Recent advances in large multimodal models have leveraged image-based tools with reinforcement learning to tackle visual problems. However, existing open-source approaches often exhibit monotonous reasoning patterns and allow only a limited number of interaction turns, making them inadequate for difficult tasks that require trial-and-error exploration. In this work, we address this limitation by scaling up tool-based interactions and introduce Mini-o3, a system that executes deep, multi-turn reasoning—spanning tens of steps—and achieves state-of-the-art performance on challenging visual search tasks. Our full recipe for reproducing OpenAI o3–style behaviors is presented.

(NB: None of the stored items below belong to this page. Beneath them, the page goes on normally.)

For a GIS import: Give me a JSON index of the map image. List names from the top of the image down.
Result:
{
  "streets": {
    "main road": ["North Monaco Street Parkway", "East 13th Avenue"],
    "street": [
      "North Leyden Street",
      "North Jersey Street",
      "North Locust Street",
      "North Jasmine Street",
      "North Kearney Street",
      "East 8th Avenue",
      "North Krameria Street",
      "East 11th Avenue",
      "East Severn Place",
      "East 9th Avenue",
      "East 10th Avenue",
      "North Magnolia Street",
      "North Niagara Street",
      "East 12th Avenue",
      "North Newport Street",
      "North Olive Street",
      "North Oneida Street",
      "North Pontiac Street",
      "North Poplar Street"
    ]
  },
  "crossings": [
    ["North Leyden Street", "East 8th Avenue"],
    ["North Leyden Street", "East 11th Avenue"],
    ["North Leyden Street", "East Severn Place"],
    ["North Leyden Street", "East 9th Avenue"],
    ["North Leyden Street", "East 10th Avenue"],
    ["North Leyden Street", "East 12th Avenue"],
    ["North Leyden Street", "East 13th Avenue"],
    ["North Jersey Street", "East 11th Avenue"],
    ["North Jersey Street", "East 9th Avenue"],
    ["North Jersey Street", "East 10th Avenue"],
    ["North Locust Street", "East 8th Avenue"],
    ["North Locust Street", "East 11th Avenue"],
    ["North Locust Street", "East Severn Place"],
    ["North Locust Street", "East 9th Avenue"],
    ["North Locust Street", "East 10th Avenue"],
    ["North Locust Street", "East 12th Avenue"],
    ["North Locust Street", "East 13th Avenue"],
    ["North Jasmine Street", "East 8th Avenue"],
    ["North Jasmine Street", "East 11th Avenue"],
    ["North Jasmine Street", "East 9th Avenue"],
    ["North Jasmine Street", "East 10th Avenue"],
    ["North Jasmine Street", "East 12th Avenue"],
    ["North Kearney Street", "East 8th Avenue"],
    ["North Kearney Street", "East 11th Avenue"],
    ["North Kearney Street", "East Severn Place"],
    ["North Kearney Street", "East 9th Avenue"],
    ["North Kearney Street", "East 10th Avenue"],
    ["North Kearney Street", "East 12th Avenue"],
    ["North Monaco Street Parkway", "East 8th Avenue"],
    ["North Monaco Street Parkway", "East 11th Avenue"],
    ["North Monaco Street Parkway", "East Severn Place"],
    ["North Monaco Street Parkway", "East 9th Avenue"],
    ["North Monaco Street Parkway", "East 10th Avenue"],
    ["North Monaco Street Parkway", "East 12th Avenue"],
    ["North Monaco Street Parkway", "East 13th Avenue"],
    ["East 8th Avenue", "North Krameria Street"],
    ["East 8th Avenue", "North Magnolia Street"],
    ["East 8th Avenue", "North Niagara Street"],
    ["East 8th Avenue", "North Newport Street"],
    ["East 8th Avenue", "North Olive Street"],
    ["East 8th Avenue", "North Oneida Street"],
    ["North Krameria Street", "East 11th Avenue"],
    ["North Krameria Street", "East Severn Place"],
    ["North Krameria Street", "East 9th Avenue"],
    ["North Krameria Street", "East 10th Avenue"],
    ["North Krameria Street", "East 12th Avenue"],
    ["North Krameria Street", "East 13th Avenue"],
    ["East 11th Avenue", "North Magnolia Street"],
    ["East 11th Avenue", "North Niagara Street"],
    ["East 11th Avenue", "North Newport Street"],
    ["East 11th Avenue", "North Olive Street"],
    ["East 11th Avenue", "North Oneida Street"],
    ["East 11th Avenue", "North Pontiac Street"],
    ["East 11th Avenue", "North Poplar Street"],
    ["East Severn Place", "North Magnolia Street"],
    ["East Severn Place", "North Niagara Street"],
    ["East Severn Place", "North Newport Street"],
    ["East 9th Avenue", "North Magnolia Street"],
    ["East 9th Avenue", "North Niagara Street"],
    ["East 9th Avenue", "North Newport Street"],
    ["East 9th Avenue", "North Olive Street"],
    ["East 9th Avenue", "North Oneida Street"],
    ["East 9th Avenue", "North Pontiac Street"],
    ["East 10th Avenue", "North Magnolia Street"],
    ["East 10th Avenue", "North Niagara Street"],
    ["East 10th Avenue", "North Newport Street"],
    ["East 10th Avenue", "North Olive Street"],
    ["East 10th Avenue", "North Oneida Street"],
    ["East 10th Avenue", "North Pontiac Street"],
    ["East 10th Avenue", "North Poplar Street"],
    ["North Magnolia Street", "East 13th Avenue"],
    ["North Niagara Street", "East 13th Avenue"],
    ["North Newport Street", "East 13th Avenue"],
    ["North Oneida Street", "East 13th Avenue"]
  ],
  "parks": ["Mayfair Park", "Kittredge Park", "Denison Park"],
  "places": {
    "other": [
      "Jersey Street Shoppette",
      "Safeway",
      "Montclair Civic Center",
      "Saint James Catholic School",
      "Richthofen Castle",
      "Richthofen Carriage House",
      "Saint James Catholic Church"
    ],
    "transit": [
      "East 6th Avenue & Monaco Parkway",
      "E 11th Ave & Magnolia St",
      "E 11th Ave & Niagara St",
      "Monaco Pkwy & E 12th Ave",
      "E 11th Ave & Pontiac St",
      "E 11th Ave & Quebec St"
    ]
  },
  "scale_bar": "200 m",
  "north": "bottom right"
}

  1. Challenging Dataset. We construct the Visual Probe Dataset, a collection of thousands of challenging visual search problems designed for exploratory reasoning.
  2. Diverse Multi-turn Trajectories for Cold-start. We develop an iterative data collection pipeline to obtain cold-start trajectories that exhibit diverse reasoning patterns, including depth-first search, trial-and-error, and goal maintenance.
  3. Test-time Turns Scaling. We propose an over-turn masking strategy that prevents penalization of responses exceeding the maximum turns during reinforcement learning, thereby balancing training-time efficiency with test-time scalability. Despite training with an upper bound of only six interaction turns, our model generates trajectories that naturally scale to tens of turns at inference time, with accuracy improving as the number of turns increases.
  4. Performance. Extensive experiments demonstrate that Mini-o3 produces rich reasoning patterns and deep thinking paths, effectively solving challenging visual problems, thereby achieving the state-of-the-art results on a variety of benchmarks (e.g., VisualProbe, V* Bench, HR-Bench, MME-Realworld).
  5. Open-source. All code, models, and datasets are available to facilitate reproducibility and further research.

Training Recipe for Mini-o3

Training Mini-o3 includes two stages:

  • Stage 1: Cold-start Supervised Fine-tuning [SFT Model].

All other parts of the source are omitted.